Before the commode was invented, people often used a simple hole in the ground. Then came the outhouse . a shed with a sitting bench with a hole in the bench over a hole in the ground. Perhaps the American outhouse was where more reading took place on the frontier than any other location. I know, as a child on our cattle ranch in New Mexico, I found the “literature” of the ranch outhouse to be a pleasure. Plus, when one finished reading, it was possible to “recycle” the magazines and newspapers for another purpose.
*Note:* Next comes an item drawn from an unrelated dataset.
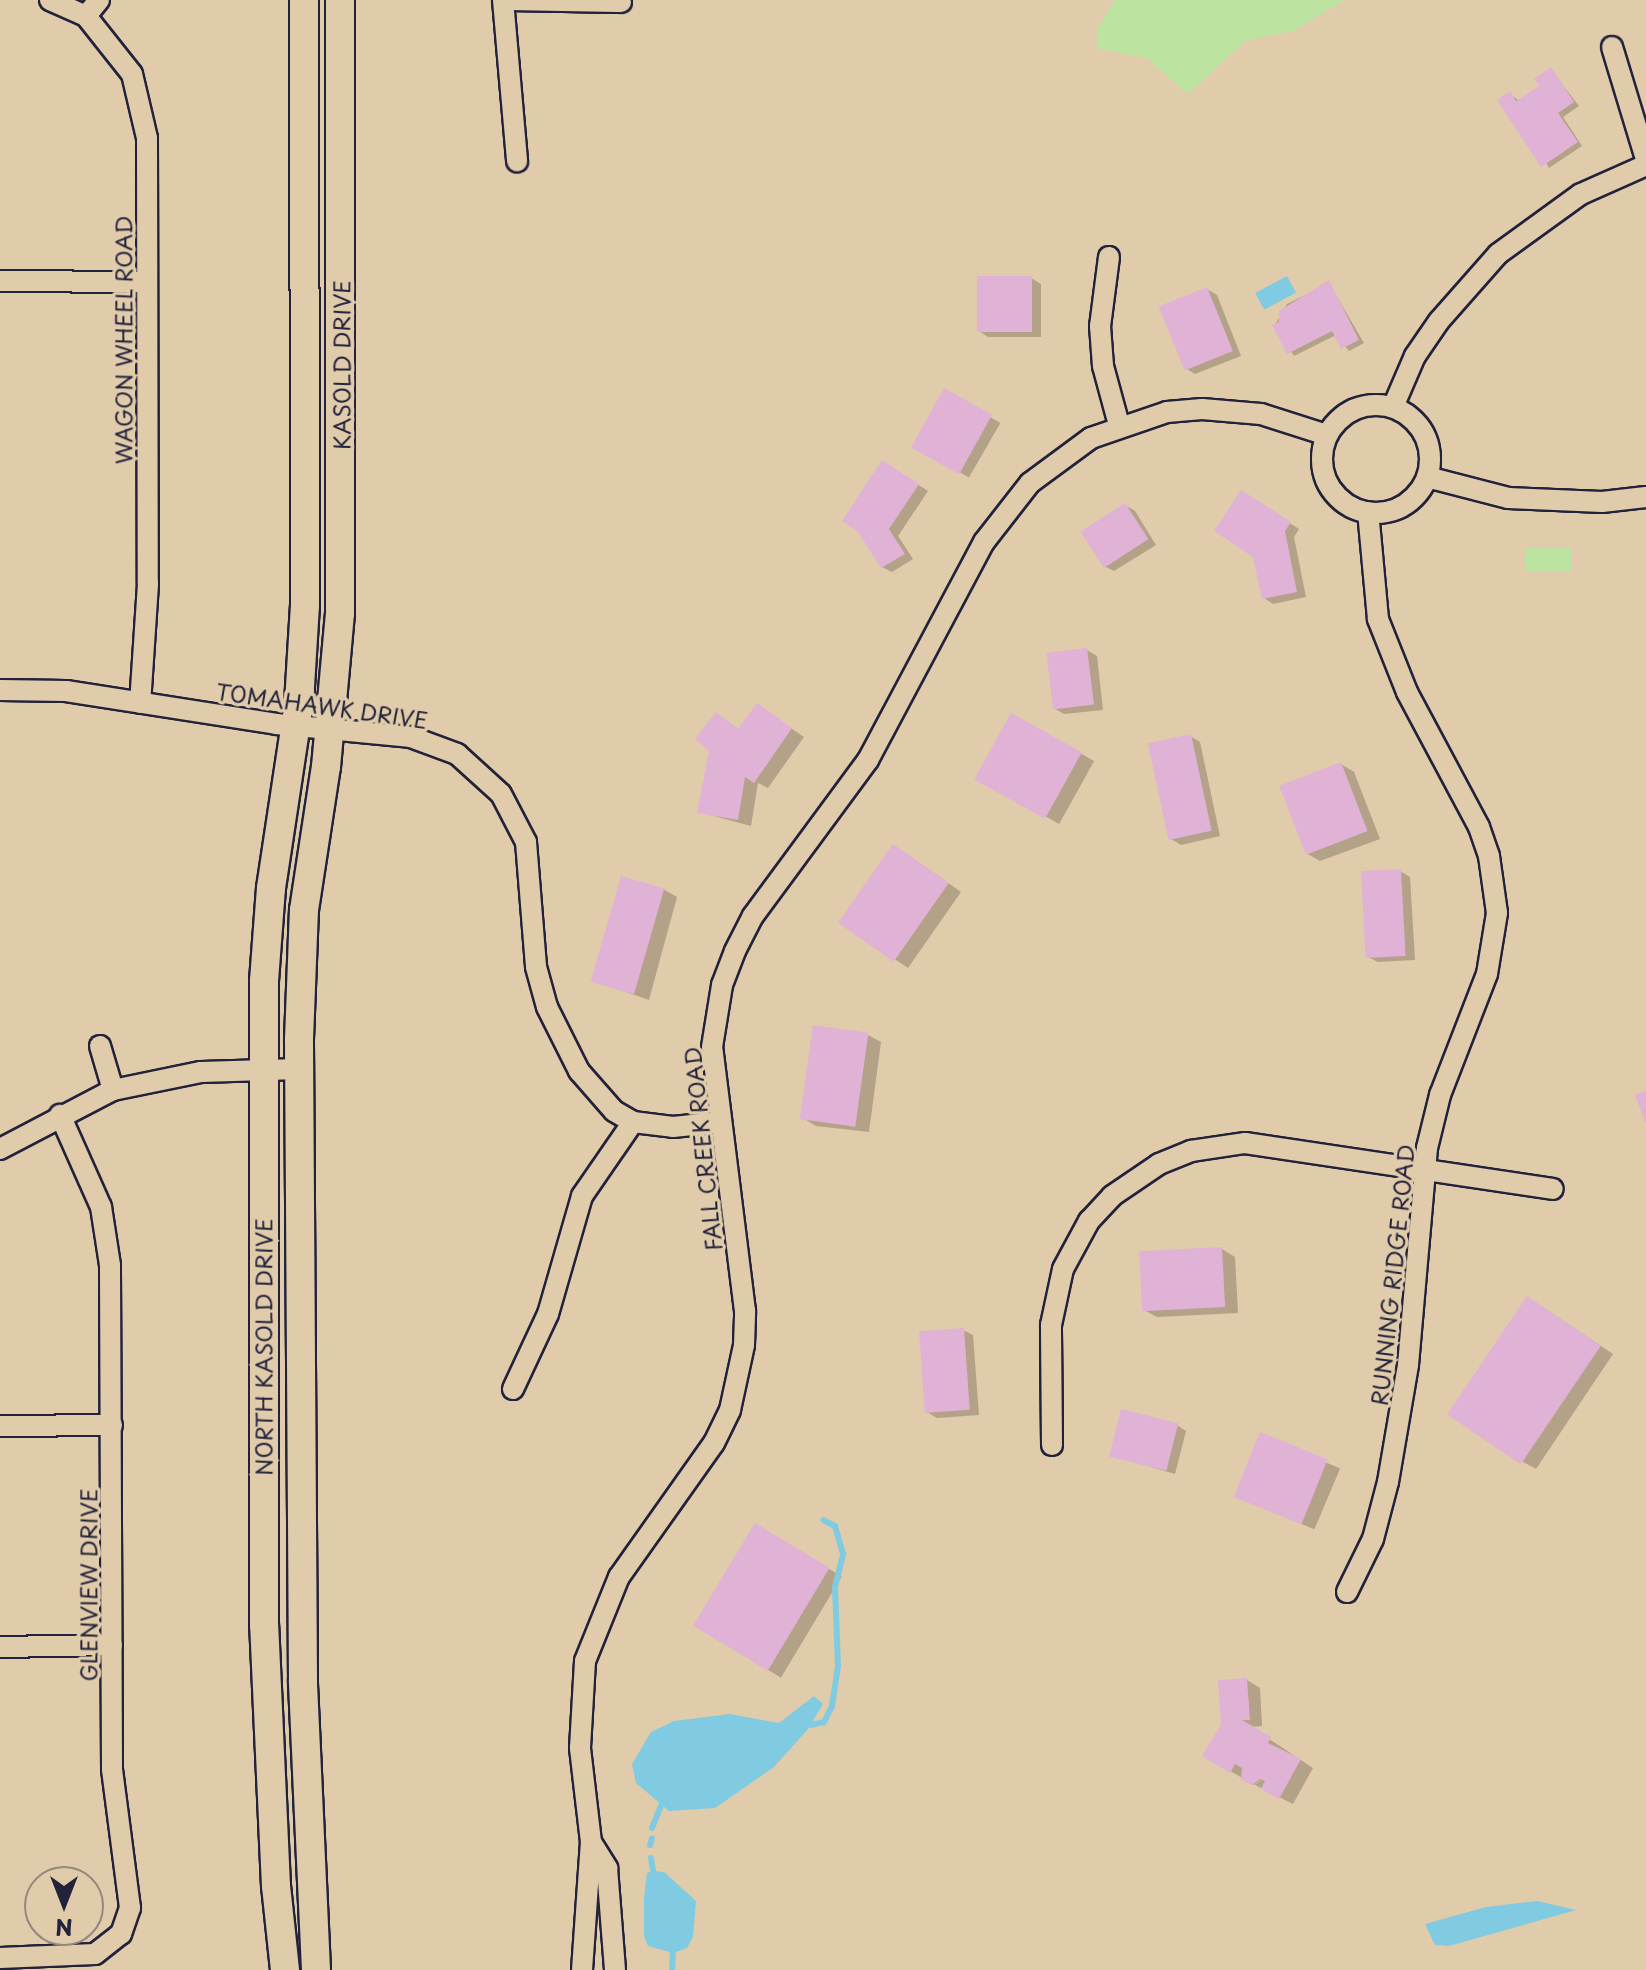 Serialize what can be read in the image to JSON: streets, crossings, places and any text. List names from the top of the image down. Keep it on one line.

Ancients in the Indus Valley had toilets connected to waterways to rivers in homes hundreds of years before the commode was developed in Europe. The ancient Romans had “in house” toilets for decades, but they fell into disuse with the fall of the Roman Empire. Mayan ruins in Chiapas have plumbing and toilet systems, abandoned 700 years ago. In Peru, Macu Pichu had an extraordinary flowing water system with toilet accommodations with a Mountain View.

In the meantime, in finer homes around the world, the chamber pot and outhouse came into use. For those who didn’t want to face the weather or insects or snakes, going to the outhouse, there was an alternative for inside use. The “chamber pot,” humorously called the “thunder pot” was used.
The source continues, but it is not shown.